Regulatory pressure on healthcare ownership structures is increasing.

And if you are thinking about selling in the next 12 to 36 months, you need to understand how this may affect valuation, deal structure, and buyer appetite.

Let’s break it down.

What the Bill Actually Proposes

If passed, the Corporate Crimes Against Health Care Act would:

  • Require healthcare operators receiving federal funding to publicly report mergers, acquisitions, ownership changes, and financial data, including debt ratios.

  • Create a new criminal penalty of up to six years in prison for executives whose actions in healthcare settings result in a patient’s death.

  • Restrict certain REIT-related asset structures tied to federal payments.

  • Repeal a tax rule allowing taxable REIT subsidiaries to influence healthcare operations.

  • Remove the 20% pass-through deduction for REIT investors.

  • Allow the DOJ and state attorneys general to claw back executive compensation up to 10 years before or after “serious, avoidable financial difficulties.”

  • Authorize civil penalties up to five times the clawback amount.

  • Require a federal report on the harms of corporatization in healthcare.

This is not minor policy adjustment. It is a direct response to highly leveraged, financially engineered healthcare acquisitions that later collapsed.

Again, regardless of political perspective, this is a signal.

And signals matter in M&A.

Why This Matters to Healthcare Owners

If you are an owner-operator thinking about selling, here are three things you need to understand.

1. Debt Is Now Part of the Valuation Conversation

For years, healthcare M&A — especially in senior care and home health — leaned heavily on leverage.

Buyers would:

  • Acquire at 6x–8x EBITDA

  • Use aggressive debt structures

  • Layer in REIT leasebacks

  • Extract dividends

When it worked, it worked.

When it didn’t, it collapsed publicly.

Now, lawmakers are focusing on debt-to-earnings ratios and leverage reporting.

That means future buyers may face:

  • Increased scrutiny

  • Disclosure requirements

  • Regulatory oversight

For you as a seller, this does not necessarily mean lower valuations.
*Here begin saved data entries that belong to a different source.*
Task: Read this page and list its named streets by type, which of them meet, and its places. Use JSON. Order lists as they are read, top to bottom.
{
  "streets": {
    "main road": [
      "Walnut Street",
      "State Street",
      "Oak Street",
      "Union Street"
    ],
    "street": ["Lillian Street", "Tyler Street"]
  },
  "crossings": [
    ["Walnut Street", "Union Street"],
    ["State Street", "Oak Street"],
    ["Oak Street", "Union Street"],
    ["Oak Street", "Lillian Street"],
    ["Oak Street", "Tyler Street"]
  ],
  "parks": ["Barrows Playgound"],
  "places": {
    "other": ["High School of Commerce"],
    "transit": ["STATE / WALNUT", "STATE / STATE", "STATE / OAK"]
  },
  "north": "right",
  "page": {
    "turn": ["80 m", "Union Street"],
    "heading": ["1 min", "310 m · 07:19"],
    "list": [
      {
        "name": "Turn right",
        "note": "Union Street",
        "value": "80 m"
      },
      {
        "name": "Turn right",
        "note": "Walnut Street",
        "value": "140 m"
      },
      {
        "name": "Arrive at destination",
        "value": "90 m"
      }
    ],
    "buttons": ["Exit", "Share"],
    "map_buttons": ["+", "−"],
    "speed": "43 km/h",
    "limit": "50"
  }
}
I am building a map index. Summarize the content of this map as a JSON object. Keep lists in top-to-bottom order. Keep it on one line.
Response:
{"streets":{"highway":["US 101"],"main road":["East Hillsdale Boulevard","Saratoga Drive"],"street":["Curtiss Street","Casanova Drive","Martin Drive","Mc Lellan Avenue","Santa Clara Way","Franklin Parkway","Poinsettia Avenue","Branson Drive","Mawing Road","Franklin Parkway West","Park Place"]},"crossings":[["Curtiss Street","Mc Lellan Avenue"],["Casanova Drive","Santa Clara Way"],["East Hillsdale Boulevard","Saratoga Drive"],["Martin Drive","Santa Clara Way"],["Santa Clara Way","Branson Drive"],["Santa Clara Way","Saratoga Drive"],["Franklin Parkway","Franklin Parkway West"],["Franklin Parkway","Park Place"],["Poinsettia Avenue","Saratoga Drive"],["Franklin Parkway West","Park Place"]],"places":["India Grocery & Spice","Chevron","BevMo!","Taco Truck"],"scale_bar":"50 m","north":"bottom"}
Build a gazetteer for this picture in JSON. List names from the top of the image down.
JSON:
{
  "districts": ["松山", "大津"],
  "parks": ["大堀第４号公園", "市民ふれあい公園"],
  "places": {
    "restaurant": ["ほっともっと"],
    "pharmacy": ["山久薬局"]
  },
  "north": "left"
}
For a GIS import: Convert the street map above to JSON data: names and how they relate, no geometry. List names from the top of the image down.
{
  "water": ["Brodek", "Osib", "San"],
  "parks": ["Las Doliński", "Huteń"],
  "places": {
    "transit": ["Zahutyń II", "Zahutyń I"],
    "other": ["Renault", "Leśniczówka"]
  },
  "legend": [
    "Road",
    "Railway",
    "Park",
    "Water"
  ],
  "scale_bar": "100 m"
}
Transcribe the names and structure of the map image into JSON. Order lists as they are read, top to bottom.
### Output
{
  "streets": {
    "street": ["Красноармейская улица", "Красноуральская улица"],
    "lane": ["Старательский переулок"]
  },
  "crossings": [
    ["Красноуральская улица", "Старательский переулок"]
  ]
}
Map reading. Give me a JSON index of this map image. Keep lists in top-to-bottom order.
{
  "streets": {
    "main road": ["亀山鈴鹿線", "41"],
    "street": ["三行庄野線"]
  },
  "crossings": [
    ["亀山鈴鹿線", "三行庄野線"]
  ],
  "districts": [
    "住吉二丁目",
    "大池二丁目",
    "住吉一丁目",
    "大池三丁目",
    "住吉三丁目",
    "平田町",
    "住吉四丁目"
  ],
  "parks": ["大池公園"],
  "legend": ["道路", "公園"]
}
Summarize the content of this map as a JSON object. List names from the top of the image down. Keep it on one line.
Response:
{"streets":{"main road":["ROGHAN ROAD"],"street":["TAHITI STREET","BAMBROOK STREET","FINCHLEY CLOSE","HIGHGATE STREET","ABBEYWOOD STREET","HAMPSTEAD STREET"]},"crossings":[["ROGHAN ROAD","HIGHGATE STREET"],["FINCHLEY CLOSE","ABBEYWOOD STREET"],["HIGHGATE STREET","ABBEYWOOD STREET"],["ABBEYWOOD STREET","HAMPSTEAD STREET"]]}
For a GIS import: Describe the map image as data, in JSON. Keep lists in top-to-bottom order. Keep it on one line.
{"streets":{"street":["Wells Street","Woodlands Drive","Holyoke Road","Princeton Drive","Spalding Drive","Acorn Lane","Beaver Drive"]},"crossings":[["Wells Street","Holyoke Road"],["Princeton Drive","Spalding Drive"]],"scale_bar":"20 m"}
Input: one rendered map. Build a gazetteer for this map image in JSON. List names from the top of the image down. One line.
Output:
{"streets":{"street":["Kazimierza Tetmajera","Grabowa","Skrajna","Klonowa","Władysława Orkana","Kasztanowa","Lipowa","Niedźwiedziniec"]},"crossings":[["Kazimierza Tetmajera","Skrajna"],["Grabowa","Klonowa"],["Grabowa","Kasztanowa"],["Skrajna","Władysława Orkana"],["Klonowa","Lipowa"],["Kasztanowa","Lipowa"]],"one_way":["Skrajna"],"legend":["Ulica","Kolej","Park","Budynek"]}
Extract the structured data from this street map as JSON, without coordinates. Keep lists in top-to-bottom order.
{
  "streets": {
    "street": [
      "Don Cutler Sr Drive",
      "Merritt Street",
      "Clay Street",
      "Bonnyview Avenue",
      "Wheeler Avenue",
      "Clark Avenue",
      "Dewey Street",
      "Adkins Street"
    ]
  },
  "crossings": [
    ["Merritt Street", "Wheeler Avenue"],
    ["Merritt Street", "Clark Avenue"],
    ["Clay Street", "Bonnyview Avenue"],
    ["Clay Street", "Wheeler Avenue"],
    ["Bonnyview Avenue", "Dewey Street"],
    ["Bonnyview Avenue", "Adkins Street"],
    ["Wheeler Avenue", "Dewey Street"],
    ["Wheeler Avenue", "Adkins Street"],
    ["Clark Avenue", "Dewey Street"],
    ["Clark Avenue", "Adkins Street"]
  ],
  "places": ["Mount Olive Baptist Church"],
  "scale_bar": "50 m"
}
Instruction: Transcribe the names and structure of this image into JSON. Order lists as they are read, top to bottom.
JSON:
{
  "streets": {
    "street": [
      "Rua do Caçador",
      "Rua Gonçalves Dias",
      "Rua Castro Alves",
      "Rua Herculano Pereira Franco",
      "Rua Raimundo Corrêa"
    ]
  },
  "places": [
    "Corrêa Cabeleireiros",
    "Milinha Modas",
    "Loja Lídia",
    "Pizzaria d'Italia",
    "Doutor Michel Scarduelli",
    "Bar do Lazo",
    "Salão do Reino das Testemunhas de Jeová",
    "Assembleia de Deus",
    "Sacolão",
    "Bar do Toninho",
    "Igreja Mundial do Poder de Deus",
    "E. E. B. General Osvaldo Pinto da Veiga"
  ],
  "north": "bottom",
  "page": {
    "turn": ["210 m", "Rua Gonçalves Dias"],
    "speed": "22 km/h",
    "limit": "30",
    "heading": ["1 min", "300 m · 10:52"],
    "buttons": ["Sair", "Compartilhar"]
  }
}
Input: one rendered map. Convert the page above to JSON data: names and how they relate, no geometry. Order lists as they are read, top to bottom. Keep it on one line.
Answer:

But it does mean buyers may be more selective.

Clean balance sheets and sustainable margins are going to matter even more.

2. The Buyer Pool May Shift

Not all buyers are built the same.

There are:

  • Long-term strategic operators

  • Family offices

  • Private equity firms

  • PE-backed platforms

  • REIT-heavy roll-ups

If this bill gains traction — even if it does not pass in full — capital structures that rely heavily on real estate engineering or aggressive leverage may become less attractive.

In contrast, well-capitalized strategic buyers with conservative debt profiles may become stronger players.

This is why positioning your business properly before going to market is critical.

Healthcare transactions are no longer just about EBITDA. They are about stability, governance, and sustainability.

That is something Jake at AcquireCare is known for guiding healthcare owners through carefully and strategically.

Genesis and Steward: What Actually Went Wrong?

The bill cites Genesis HealthCare and Steward Health Care as examples.

Both involved:

  • Complex ownership structures

  • Significant debt

  • Real estate transactions tied to REITs

  • Financial pressure following acquisitions

The public narrative is that private equity stripped assets and left communities vulnerable.

The reality is more nuanced.

Healthcare margins are thin.
Reimbursement is complex.
Labor costs are volatile.
Regulation is heavy.

Add aggressive financial engineering to that mix, and things can unravel quickly.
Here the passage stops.